ASSIGNMENT: Repeat all of the material exactly, with no line missing.

INPUT DATA:
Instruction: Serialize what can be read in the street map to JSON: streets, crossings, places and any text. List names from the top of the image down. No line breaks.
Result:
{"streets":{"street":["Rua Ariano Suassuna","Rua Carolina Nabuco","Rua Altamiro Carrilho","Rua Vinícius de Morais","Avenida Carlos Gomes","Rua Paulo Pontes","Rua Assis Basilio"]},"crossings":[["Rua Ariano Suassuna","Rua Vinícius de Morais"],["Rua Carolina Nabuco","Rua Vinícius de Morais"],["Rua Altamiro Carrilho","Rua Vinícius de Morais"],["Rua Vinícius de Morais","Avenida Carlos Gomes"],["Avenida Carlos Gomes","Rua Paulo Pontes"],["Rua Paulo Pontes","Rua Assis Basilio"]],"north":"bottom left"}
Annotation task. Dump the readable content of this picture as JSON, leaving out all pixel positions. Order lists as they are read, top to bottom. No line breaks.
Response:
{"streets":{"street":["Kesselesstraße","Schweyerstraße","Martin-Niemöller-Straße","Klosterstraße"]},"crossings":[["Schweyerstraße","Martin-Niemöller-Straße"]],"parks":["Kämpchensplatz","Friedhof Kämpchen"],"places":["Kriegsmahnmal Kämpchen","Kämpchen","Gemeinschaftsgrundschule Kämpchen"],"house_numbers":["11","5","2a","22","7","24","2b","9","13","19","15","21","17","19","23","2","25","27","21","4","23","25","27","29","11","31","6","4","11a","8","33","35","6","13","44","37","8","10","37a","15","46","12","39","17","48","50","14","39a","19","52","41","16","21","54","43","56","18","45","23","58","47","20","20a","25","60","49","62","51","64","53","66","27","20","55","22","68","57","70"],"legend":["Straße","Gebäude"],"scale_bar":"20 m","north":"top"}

YOUR SOLUTION:
Instruction: Serialize what can be read in the street map to JSON: streets, crossings, places and any text. List names from the top of the image down. No line breaks.
Result:
{"streets":{"street":["Rua Ariano Suassuna","Rua Carolina Nabuco","Rua Altamiro Carrilho","Rua Vinícius de Morais","Avenida Carlos Gomes","Rua Paulo Pontes","Rua Assis Basilio"]},"crossings":[["Rua Ariano Suassuna","Rua Vinícius de Morais"],["Rua Carolina Nabuco","Rua Vinícius de Morais"],["Rua Altamiro Carrilho","Rua Vinícius de Morais"],["Rua Vinícius de Morais","Avenida Carlos Gomes"],["Avenida Carlos Gomes","Rua Paulo Pontes"],["Rua Paulo Pontes","Rua Assis Basilio"]],"north":"bottom left"}
Annotation task. Dump the readable content of this picture as JSON, leaving out all pixel positions. Order lists as they are read, top to bottom. No line breaks.
Response:
{"streets":{"street":["Kesselesstraße","Schweyerstraße","Martin-Niemöller-Straße","Klosterstraße"]},"crossings":[["Schweyerstraße","Martin-Niemöller-Straße"]],"parks":["Kämpchensplatz","Friedhof Kämpchen"],"places":["Kriegsmahnmal Kämpchen","Kämpchen","Gemeinschaftsgrundschule Kämpchen"],"house_numbers":["11","5","2a","22","7","24","2b","9","13","19","15","21","17","19","23","2","25","27","21","4","23","25","27","29","11","31","6","4","11a","8","33","35","6","13","44","37","8","10","37a","15","46","12","39","17","48","50","14","39a","19","52","41","16","21","54","43","56","18","45","23","58","47","20","20a","25","60","49","62","51","64","53","66","27","20","55","22","68","57","70"],"legend":["Straße","Gebäude"],"scale_bar":"20 m","north":"top"}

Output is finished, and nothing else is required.